Préparer la négociation : valorisation, dilution et gouvernance
Côté table de négociation, les biotech doivent arriver armées. L’enjeu dépasse ici le montant levé : il s’agit d’établir un équilibre entre besoin en capital et dilution, tout en gardant une gouvernance saine. Attirer un fonds trop dominant trop tôt peut limiter les marges de manœuvre futures, alors qu’un tour trop modeste oblige à retourner au démarchage six mois plus tard.
Les critères de valorisation reposent souvent sur :
- Le niveau de maturité technologique (clinique ou préclinique)
- Le degré de validation scientifique (in vitro, in vivo, modèles pathologiques pertinents)
- La taille et potentiel du marché cible
- La qualité du management et des partenaires cliniques
Le pacte d’actionnaires est un autre point sensible : board seats, clauses de liquidité, anti-dilution, priorisation des dividendes… Rien ne doit être signé sans relecture juridique compétente.

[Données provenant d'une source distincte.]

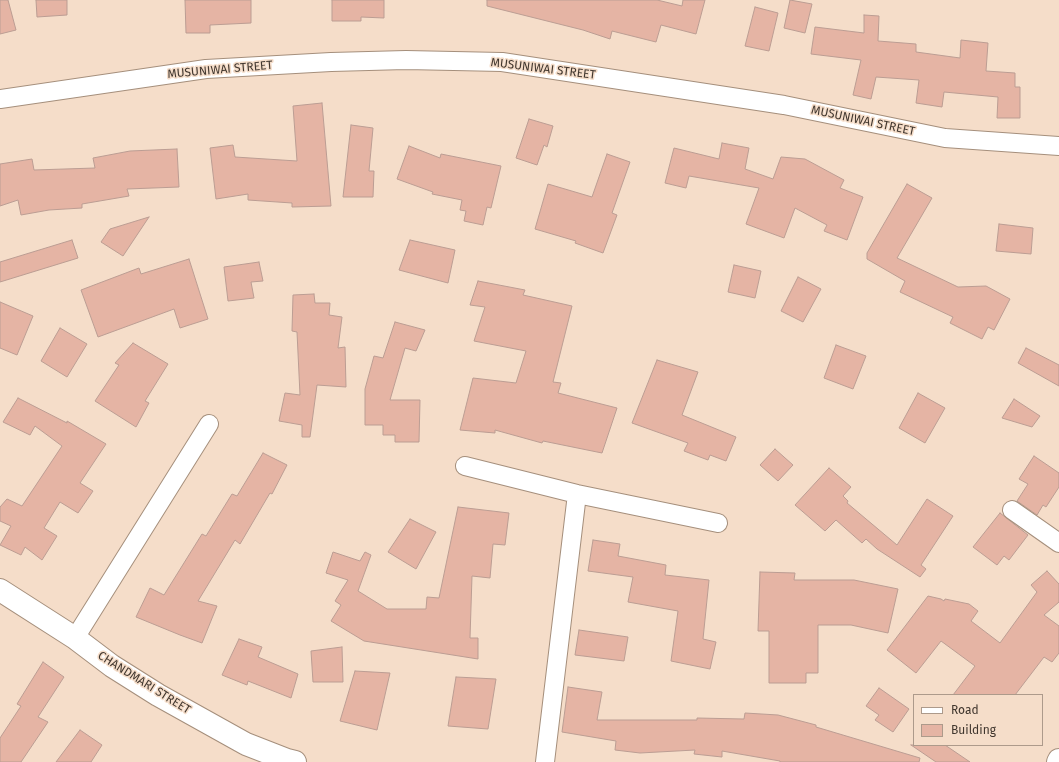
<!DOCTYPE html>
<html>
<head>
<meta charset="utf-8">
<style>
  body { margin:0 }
  #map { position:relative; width:1059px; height:762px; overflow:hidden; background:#f5ddc9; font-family:"Fira Sans",sans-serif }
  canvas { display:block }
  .legend { position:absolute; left:913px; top:694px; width:130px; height:52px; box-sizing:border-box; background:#f5ddc9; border:1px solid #ad9a8b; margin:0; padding:5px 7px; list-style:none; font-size:12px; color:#40362e }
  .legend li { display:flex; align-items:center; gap:8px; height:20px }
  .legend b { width:20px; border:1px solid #ad9a8b }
</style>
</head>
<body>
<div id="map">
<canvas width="1059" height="762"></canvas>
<ul class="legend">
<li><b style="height:5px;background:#fff"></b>Road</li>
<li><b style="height:11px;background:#e5b4a4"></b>Building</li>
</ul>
</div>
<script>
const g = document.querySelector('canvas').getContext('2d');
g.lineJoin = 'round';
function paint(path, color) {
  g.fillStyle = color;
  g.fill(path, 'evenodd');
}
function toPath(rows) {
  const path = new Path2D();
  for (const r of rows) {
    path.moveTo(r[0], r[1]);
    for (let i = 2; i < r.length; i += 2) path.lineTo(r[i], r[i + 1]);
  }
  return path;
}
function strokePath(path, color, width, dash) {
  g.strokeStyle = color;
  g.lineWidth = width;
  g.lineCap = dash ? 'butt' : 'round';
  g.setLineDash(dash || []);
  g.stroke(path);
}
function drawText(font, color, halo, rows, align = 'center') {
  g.font = font + ' "Fira Sans",sans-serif';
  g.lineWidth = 3;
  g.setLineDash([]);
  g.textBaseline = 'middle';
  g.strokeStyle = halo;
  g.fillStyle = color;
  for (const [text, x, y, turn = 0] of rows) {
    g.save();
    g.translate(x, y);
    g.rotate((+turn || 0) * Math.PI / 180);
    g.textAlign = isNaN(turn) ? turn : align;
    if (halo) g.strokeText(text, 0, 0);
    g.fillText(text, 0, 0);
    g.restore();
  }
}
const building = toPath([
  [0,0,8,0,16,30,0,34,0,0],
  [36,0,67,0,67,15,37,17,36,0],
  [185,0,251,0,251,23,210,25,210,33,186,33,185,0],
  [332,0,384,0,384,18,361,17,361,21,332,21,332,0],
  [487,0,657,0,682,6,683,0,705,0,696,34,661,25,656,42,612,31,610,39,583,30,487,6,487,0],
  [790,0,812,4,805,33,784,28,790,0],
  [755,7,778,13,769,51,745,46,755,7],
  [864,15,879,16,878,41,916,44,916,52,960,58,961,40,988,43,986,71,1015,73,1015,87,1020,87,1020,118,997,118,998,97,944,92,942,107,916,103,919,80,876,77,871,99,853,95,861,60,811,54,815,27,864,33,864,15],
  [322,103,331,206,292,207,292,203,248,200,248,194,216,199,210,148,233,145,235,157,297,161,293,106,322,103],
  [529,119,553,126,547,147,544,145,537,165,516,158,529,119],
  [351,125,373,128,369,171,374,171,373,197,343,197,351,125],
  [722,143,749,148,745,169,773,179,781,157,805,159,844,180,840,188,863,197,847,240,824,231,827,225,795,208,784,238,746,224,759,188,689,176,686,188,665,183,674,148,719,159,722,143],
  [409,146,440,158,441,154,501,166,491,208,487,207,483,225,464,221,466,211,460,210,462,200,432,194,433,192,397,179,409,146],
  [177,149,179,187,127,189,129,196,82,204,82,208,49,210,21,215,18,200,0,206,0,164,32,159,34,170,95,168,93,158,130,151,177,149],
  [607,154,630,162,612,213,617,215,603,253,575,243,576,241,535,229,548,184,592,197,607,154],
  [907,184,932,198,897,258,958,287,986,286,1010,299,994,330,988,327,982,339,950,323,953,317,900,292,905,281,867,259,867,253,907,184],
  [149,217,123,256,101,242,110,229,149,217],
  [999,224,1033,228,1031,254,996,251,999,224],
  [72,240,78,258,0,282,0,262,72,240],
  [410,240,455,250,448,283,399,270,410,240],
  [189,259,208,319,180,328,174,309,98,337,81,290,139,268,141,274,189,259],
  [259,262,263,281,251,282,254,298,228,301,224,267,259,262],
  [734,265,761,271,755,298,728,292,734,265],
  [798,277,821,289,803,322,781,311,798,277],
  [478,281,525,290,523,295,572,306,553,382,561,383,558,393,617,408,602,453,543,441,542,443,495,430,495,433,460,430,473,378,516,383,526,351,474,341,485,307,470,305,478,281],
  [314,294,315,303,330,303,329,315,342,317,338,348,345,347,346,387,317,385,310,437,302,437,302,425,279,421,285,393,300,395,297,332,292,331,293,295,314,294],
  [0,302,33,316,17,355,0,348,0,302],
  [395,322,425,330,416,351,405,348,390,400,420,400,419,442,395,442,395,435,383,435,383,425,365,425,365,389,374,356,383,358,395,322],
  [60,328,87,344,67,377,41,361,60,328],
  [133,343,168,364,145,401,149,403,136,427,95,401,119,365,115,363,133,343],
  [836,345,866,356,853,389,824,378,836,345],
  [1026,348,1059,365,1059,386,1018,363,1026,348],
  [657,360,698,372,682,415,736,437,726,461,710,455,708,460,684,451,688,443,632,423,657,360],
  [918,393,945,408,925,443,899,428,918,393],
  [18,398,67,423,67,421,106,444,80,483,93,491,78,513,60,502,44,528,57,536,42,560,25,547,21,555,0,545,11,526,0,521,0,507,7,499,22,506,62,446,35,426,30,435,3,422,18,398],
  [1014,399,1040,416,1032,427,1002,418,1014,399],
  [775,449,793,465,778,481,760,465,775,449],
  [263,453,287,465,272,494,270,493,240,544,235,540,198,601,217,606,202,643,180,635,136,617,150,588,164,595,202,534,206,536,232,494,237,496,263,453],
  [1034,456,1059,473,1059,487,1046,507,1043,505,1037,515,1017,501,1028,484,1019,479,1034,456],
  [829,468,851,487,843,496,848,501,847,503,897,545,927,499,953,516,921,565,926,569,920,577,877,549,866,539,862,543,836,520,825,531,795,505,829,468],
  [458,507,509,513,505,545,493,544,490,578,472,576,470,638,478,638,478,659,364,641,331,621,341,605,335,601,348,580,326,573,333,552,360,561,365,552,371,555,358,591,387,609,426,609,427,597,439,598,458,507],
  [1000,513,1028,535,1009,560,1004,556,997,565,973,547,1000,513],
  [410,519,436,532,416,569,388,552,410,519],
  [593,540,620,544,618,556,666,565,665,575,709,580,703,639,716,642,710,669,671,661,678,611,628,602,633,577,588,571,593,540],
  [1047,571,1059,584,1059,602,1044,615,1059,626,1059,653,1052,662,1044,657,1015,695,953,695,975,666,941,641,916,673,887,650,928,596,941,599,944,601,945,599,969,604,978,611,971,621,1000,643,1037,592,1031,585,1047,571],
  [760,572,795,573,794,580,854,580,898,589,888,633,851,625,818,625,818,673,806,673,806,683,769,683,769,631,758,631,760,572],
  [579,630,628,637,624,661,575,655,579,630],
  [239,639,262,647,258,657,298,674,291,698,248,681,247,685,222,675,239,639],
  [342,647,343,682,313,682,311,651,342,647],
  [43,662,64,677,38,717,48,722,21,762,0,762,0,738,21,706,17,704,43,662],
  [355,671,390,673,377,730,340,721,355,671],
  [456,677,496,679,488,729,448,726,456,677],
  [568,687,602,692,597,720,697,720,697,718,744,719,745,713,778,715,816,725,816,727,920,758,919,762,780,762,780,761,722,751,722,757,694,754,695,750,640,753,615,750,616,741,562,732,568,687],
  [879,688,909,709,893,732,875,720,879,715,866,706,879,688],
  [80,730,102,745,91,762,56,762,80,730],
  [911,745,945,745,970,762,936,762,911,745]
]);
const minor = toPath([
  [0,99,206,69,331,62,406,60,502,62,784,105,945,138,1059,146],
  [465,466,577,494,718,523],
  [1012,510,1059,543],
  [75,638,209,424],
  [545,762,577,494]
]);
const tertiary = toPath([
  [0,590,75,638,112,666,158,695,246,744,287,760,295,762]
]);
const secondary = toPath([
  [1058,762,1059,760]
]);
const streetNames = [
  ["MUSUNIWAI STREET",543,69,7],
  ["MUSUNIWAI STREET",220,70,-5],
  ["MUSUNIWAI STREET",863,121,12],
  ["CHANDMARI STREET",144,683,32]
];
paint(building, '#e5b4a4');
strokePath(building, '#bb9d93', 1);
strokePath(minor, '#a58f7c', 20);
strokePath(tertiary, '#a58f7c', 24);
strokePath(secondary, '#a58f7c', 24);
strokePath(minor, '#fff', 18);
strokePath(tertiary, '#fff', 22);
strokePath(secondary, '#fff', 22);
drawText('12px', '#40362e', '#f5ddc9', streetNames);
</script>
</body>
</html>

Des exemples concrets : lever en contextes réels
Les témoignages d’entrepreneurs illustrent les trajectoires très disparates mais inspirantes. Genomic Vision, par exemple, avait démarré sur des fonds publics et de l’Angel investing avant de séduire des institutionnels grâce à la validation de son outil de diagnostic dans des études collaboratives. Même logique pour TreeFrog Therapeutics qui a su sécuriser une levée de 64 M€ en série B après avoir démontré l’extensibilité industrielle de sa technologie de production de cellules souches.
À l’inverse, certaines biotech échouent faute d’avoir aligné leurs priorités scientifiques avec les besoins du marché ou en s’enfermant trop tôt dans une logique « spin-off académique » peu adaptée aux exigences commerciales.
Retenons qu’il n’y a pas de modèle unique. Mais une constante demeure : la capacité d’adaptation tant scientifique que stratégique est la meilleure précaution que puisse prendre une biotech dans son parcours de financement.
Envisager l’après : bâtir une trajectoire vers la maturité
Lever des fonds n’est pas une fin en soi. C’est un outil au service d’une exécution rigoureuse. Or, cette exécution passe par des choix structurants : renforcer le board avec des profils expérimentés, préparer la compliance réglementaire dès la pre-clinique, soutenir un plan de publication crédible dans des revues à comité, et surtout garder le lien avec le marché cible, qu’il soit hospitalier, industriel ou grand public.
Avec la montée des biotech industrielles, environnementales ou agricoles, un nouvel équilibre est en train de se dessiner : on n’oppose plus recherche fondamentale et logique de marché, on les articule. C’est peut-être là le vrai tournant stratégique des années à venir.
Et si la prochaine licorne biotech européenne était incubée dans un laboratoire universitaire… et coachée dès le début comme une entreprise ? L’écosystème semble enfin mûr pour que ce pari devienne réalité.